**What you should do**
Within the lines below, find those that hold the string "linecap" and copy each one.

——

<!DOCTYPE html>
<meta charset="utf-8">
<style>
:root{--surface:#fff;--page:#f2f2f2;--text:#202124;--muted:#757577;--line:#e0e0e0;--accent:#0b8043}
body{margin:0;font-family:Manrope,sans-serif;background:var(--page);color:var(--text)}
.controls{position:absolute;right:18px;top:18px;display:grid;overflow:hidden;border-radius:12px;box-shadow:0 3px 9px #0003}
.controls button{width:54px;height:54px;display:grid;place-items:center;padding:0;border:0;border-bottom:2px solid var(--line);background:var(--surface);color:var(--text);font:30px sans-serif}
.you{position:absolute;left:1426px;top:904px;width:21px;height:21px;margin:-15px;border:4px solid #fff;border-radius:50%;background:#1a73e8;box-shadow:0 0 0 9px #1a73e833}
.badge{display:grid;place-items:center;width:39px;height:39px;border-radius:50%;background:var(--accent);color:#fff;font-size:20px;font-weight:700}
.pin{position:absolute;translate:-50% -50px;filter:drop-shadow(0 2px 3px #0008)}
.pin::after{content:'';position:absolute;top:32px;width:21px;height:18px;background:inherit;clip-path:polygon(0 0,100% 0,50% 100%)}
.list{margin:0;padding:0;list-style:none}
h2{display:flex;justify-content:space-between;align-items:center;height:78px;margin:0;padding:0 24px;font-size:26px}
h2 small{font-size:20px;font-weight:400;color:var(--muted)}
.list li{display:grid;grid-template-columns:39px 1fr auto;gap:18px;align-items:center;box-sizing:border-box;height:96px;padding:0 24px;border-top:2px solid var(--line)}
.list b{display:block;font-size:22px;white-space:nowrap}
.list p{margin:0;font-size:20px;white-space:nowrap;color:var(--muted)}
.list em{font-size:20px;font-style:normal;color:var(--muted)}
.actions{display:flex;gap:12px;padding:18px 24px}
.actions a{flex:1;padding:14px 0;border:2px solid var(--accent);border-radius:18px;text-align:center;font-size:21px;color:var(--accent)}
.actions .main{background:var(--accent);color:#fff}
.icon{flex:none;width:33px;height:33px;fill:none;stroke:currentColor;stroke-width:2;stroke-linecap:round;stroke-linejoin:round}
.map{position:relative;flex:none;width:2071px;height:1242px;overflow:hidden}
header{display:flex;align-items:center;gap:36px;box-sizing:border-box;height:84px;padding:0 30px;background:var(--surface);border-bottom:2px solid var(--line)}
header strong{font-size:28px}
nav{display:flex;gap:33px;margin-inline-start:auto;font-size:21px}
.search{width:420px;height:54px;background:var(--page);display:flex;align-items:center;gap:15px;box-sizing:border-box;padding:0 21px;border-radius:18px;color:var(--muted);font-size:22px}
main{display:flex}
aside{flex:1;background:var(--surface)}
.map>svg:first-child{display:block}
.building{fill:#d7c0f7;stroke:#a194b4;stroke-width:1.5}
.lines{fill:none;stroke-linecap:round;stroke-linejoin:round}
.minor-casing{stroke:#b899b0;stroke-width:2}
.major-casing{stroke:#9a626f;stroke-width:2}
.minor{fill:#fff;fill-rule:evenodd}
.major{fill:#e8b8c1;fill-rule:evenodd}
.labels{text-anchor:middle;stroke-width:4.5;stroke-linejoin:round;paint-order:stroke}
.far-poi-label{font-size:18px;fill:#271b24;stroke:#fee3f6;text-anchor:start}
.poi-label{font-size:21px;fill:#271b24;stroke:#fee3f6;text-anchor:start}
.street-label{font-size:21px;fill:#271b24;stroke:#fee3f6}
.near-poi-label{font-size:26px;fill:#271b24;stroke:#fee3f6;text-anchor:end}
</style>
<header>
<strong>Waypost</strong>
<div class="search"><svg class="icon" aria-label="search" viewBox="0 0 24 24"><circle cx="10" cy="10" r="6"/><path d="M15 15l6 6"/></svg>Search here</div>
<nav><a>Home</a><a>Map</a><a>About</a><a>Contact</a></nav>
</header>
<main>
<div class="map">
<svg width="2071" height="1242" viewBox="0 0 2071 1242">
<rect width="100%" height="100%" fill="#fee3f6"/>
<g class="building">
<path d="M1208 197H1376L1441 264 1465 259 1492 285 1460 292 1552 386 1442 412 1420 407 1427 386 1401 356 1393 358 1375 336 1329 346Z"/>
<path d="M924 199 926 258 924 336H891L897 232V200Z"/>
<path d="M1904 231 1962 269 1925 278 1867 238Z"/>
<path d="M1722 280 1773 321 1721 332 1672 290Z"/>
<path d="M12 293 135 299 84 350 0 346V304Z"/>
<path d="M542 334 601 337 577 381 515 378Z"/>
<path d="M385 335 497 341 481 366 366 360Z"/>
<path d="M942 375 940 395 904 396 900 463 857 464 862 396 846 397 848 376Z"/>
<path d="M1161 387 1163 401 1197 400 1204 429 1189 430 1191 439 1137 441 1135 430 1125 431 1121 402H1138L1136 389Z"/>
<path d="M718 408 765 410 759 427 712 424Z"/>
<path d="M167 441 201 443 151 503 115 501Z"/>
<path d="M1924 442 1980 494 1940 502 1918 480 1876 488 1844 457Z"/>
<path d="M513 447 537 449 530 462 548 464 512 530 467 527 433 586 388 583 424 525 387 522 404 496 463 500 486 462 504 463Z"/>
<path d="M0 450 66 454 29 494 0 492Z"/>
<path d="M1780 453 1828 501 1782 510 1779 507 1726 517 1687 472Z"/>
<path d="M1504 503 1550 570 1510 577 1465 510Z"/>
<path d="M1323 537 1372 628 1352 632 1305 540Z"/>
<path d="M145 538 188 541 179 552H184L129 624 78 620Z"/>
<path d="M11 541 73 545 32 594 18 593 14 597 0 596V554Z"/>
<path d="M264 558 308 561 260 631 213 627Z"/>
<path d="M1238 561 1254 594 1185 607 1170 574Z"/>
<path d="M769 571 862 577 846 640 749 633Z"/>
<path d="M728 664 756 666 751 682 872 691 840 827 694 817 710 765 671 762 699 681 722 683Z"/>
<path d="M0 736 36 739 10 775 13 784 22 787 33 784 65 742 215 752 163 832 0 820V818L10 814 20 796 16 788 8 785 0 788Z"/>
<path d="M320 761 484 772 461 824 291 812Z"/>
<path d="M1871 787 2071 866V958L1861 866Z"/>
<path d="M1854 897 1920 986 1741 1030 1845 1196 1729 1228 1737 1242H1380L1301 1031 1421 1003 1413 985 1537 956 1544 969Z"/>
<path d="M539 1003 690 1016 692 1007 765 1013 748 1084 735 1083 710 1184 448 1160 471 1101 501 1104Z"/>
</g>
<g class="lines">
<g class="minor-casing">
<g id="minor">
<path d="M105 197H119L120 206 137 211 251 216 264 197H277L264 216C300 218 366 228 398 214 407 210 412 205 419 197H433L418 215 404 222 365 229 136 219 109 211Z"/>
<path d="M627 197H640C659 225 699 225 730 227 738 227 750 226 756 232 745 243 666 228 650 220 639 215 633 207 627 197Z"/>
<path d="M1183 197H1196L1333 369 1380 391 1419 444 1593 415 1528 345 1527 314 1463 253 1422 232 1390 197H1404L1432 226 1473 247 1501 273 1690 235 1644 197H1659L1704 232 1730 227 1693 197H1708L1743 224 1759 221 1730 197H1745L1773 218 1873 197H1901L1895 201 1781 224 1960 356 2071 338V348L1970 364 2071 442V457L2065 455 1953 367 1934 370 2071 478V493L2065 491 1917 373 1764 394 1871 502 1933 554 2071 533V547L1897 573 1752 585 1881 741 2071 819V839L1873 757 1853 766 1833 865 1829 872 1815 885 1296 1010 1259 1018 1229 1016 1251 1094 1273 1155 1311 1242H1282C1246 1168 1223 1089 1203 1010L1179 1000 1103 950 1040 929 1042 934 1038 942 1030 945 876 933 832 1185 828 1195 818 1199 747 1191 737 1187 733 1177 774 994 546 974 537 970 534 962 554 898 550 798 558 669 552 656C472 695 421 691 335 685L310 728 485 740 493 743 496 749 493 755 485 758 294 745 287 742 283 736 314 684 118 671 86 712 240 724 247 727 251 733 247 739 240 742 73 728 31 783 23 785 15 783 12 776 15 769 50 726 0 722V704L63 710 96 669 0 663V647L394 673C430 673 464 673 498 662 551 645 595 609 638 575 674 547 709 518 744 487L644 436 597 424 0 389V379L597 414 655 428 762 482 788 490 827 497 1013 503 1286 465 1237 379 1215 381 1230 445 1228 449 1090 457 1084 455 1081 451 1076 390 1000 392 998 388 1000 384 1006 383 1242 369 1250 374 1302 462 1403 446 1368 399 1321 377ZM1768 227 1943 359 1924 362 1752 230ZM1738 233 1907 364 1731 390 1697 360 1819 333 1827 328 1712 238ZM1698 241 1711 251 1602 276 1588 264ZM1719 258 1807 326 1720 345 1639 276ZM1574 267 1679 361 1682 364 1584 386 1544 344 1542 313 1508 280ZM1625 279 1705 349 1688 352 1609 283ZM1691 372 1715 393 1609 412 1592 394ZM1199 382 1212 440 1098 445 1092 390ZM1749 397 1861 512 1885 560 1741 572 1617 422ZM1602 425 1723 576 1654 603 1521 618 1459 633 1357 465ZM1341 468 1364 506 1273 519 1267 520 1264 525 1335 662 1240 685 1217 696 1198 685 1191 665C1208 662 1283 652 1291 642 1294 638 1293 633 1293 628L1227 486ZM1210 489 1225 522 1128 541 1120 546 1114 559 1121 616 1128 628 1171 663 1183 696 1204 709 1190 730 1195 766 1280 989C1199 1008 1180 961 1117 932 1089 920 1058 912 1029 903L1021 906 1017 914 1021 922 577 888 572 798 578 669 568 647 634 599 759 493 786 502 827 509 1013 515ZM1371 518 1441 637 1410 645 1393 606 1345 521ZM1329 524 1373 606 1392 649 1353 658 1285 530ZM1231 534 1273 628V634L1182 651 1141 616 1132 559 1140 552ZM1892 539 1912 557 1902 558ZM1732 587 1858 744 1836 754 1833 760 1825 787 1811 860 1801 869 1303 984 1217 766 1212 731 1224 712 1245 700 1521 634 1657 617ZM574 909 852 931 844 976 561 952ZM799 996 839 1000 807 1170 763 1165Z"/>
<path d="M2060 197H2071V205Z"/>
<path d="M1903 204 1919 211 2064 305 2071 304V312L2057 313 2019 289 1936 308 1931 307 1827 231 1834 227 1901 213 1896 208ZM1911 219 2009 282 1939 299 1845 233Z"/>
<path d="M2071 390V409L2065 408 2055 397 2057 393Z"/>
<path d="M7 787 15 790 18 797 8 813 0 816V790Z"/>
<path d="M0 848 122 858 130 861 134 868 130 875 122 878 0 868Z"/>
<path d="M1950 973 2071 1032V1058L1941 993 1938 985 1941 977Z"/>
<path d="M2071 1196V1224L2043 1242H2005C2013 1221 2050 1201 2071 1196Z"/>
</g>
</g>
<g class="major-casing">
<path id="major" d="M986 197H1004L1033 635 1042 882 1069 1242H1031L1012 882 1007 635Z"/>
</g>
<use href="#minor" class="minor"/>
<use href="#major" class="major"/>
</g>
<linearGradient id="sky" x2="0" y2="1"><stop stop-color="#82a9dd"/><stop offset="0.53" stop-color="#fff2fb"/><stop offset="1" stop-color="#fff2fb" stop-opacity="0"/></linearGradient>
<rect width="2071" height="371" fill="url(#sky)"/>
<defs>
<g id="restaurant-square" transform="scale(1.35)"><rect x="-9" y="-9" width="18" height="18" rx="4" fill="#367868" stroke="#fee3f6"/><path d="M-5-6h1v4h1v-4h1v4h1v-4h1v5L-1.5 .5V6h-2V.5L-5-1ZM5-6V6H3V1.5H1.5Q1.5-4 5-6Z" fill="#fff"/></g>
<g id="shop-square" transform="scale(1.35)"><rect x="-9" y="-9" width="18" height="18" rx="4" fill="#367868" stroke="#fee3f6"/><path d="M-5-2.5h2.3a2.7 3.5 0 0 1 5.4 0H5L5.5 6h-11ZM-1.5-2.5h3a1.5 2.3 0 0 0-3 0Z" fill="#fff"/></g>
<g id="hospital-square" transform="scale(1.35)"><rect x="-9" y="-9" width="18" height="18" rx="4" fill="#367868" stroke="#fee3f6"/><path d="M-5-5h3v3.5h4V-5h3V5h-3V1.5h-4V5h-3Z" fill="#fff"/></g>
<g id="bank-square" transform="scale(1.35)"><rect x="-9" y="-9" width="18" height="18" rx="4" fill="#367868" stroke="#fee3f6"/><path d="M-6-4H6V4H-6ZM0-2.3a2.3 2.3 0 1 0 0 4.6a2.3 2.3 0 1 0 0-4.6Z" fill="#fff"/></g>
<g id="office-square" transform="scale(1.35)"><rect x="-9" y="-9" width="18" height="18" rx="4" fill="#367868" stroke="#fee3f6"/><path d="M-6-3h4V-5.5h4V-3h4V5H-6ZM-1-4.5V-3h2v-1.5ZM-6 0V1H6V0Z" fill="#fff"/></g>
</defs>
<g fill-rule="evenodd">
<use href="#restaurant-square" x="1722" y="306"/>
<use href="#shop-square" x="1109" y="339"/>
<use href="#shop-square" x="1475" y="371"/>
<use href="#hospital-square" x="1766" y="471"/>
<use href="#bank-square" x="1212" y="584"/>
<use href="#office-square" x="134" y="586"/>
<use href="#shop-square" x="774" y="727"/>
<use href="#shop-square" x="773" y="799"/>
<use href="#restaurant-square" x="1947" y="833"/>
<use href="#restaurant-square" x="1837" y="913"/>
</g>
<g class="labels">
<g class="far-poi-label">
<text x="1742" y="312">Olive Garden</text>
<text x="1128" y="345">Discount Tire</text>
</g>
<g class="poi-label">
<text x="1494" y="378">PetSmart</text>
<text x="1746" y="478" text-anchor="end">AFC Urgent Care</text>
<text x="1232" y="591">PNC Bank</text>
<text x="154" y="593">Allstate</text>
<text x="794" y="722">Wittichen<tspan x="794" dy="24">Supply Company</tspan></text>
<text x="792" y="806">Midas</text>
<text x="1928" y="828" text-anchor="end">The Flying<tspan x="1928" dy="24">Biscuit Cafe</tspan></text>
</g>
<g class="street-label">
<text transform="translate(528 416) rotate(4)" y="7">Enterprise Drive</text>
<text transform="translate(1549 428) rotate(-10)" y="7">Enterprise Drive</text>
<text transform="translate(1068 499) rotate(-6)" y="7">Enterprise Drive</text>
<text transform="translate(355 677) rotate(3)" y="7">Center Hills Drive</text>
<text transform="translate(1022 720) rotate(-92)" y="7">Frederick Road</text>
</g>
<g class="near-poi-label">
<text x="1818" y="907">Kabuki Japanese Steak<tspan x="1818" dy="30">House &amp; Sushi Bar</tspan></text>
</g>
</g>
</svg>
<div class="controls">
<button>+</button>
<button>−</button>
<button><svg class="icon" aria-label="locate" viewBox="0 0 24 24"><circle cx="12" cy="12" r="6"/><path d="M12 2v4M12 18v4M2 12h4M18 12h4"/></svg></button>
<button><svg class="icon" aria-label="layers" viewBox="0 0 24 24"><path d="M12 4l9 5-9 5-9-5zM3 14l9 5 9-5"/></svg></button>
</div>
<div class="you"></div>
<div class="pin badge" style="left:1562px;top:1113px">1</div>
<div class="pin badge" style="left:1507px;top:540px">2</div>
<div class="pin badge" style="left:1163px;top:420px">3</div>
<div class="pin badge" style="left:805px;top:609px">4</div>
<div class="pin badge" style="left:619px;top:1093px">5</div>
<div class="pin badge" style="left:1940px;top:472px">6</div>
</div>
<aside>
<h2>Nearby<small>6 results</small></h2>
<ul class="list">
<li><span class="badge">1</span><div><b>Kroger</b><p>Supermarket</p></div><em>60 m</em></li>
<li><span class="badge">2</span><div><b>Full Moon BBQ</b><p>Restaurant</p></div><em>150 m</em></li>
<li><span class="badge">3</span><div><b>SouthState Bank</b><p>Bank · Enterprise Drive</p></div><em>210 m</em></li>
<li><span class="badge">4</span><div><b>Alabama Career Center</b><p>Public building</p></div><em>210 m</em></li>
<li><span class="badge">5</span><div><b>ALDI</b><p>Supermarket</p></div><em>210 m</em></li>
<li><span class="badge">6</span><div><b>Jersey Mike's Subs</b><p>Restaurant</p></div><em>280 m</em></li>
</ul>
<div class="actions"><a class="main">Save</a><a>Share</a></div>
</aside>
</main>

——

**Answer for the task**
.icon{flex:none;width:33px;height:33px;fill:none;stroke:currentColor;stroke-width:2;stroke-linecap:round;stroke-linejoin:round}
.lines{fill:none;stroke-linecap:round;stroke-linejoin:round}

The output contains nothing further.